INSTRUCTIONS FOR THE TASK —
Count how many lines in the data hold the word "canvas", and give that number alone.

EXCERPTED DATA —
══════════

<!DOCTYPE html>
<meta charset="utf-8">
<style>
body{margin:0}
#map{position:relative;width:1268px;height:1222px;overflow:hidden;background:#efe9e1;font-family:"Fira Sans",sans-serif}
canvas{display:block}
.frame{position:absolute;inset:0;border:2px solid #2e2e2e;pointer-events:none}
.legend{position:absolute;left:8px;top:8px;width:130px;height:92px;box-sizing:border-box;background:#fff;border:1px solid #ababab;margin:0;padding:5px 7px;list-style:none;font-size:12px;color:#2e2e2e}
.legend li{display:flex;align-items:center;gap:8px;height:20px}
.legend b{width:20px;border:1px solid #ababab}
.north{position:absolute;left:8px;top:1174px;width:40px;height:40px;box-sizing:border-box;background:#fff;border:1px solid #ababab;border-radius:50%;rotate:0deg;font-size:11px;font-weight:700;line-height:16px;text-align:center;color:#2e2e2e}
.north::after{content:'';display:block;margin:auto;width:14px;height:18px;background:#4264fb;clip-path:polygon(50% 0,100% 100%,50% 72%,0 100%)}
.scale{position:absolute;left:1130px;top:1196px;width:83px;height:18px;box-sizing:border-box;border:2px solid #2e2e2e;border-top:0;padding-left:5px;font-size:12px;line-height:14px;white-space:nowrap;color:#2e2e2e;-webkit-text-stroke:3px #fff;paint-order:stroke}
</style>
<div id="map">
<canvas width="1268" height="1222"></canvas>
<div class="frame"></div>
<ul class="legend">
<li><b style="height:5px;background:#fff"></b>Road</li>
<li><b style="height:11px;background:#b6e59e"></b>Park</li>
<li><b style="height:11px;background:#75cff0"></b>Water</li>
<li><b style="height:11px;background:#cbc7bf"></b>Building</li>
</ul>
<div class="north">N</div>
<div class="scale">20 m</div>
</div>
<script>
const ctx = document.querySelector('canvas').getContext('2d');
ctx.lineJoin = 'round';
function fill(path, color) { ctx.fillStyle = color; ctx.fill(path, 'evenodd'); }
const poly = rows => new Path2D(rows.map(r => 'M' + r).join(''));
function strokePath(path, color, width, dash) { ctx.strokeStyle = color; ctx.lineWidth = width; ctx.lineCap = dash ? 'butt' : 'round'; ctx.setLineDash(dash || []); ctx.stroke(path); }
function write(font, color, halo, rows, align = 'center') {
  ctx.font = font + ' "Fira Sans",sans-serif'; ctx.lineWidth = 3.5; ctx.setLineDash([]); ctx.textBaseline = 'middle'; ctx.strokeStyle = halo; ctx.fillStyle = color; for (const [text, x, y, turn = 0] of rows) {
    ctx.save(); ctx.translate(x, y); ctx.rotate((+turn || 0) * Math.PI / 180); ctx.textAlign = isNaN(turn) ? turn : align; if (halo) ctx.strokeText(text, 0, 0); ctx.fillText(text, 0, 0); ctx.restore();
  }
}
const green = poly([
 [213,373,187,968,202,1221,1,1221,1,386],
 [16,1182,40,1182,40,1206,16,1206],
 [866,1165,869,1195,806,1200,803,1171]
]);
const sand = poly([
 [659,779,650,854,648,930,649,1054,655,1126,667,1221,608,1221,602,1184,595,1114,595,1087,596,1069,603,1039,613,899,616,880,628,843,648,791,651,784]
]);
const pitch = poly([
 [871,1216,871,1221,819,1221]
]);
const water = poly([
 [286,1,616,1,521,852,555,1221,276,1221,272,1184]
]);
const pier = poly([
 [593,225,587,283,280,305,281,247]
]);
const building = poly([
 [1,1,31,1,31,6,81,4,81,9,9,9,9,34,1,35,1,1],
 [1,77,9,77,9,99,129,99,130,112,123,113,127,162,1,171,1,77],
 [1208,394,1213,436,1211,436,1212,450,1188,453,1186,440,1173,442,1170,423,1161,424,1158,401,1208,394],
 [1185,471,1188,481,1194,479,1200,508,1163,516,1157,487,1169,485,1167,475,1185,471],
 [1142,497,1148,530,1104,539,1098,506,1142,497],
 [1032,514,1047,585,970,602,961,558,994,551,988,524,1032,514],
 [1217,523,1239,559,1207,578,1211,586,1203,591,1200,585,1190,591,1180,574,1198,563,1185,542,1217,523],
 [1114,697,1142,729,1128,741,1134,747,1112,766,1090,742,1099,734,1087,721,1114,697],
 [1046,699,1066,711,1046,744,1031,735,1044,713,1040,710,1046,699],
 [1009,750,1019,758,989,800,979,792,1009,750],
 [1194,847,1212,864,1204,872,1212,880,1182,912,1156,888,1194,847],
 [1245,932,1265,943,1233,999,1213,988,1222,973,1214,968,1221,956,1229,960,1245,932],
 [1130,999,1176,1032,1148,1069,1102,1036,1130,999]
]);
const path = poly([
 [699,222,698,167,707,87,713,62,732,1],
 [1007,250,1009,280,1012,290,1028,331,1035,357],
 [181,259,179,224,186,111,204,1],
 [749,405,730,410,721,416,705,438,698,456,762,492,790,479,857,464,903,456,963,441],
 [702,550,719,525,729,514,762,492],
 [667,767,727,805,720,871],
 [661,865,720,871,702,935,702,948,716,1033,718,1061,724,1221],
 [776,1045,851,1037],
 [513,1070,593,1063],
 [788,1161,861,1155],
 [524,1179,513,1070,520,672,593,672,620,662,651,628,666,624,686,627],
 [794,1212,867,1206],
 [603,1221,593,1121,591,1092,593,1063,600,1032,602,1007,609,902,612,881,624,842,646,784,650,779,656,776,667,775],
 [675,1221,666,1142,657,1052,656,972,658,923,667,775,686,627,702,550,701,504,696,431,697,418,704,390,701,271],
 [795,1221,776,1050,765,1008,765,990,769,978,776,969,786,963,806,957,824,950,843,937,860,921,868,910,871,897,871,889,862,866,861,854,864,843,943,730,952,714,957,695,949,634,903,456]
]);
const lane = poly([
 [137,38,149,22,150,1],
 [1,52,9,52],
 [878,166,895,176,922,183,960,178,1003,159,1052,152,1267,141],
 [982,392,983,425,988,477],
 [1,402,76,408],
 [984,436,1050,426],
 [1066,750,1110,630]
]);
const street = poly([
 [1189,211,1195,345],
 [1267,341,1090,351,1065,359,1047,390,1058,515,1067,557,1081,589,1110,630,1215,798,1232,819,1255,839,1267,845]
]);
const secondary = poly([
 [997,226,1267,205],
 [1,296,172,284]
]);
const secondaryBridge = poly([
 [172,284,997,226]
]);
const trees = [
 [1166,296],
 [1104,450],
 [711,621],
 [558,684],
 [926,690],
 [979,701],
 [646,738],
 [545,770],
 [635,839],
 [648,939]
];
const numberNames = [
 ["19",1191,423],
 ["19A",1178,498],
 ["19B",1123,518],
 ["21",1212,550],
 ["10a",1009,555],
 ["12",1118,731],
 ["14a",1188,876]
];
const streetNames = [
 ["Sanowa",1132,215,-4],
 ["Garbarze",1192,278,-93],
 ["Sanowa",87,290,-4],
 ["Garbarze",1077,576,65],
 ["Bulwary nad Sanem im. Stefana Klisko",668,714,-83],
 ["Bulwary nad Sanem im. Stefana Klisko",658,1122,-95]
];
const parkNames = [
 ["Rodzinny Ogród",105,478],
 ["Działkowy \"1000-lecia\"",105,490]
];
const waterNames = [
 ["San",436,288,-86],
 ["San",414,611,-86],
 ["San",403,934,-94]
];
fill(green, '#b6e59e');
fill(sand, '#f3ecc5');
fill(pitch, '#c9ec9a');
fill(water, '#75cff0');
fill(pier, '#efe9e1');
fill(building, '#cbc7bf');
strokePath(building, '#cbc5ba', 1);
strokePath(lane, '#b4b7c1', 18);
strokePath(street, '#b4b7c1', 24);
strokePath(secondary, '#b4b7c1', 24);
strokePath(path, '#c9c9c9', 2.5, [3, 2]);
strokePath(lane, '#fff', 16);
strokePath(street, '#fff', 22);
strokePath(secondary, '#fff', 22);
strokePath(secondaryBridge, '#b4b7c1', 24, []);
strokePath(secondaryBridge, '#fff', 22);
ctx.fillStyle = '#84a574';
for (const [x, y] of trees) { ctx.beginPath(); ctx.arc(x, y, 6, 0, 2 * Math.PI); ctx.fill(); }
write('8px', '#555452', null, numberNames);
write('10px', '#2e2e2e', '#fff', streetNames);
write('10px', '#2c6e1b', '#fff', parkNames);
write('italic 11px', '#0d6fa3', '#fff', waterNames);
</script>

══════════

REPLY —
3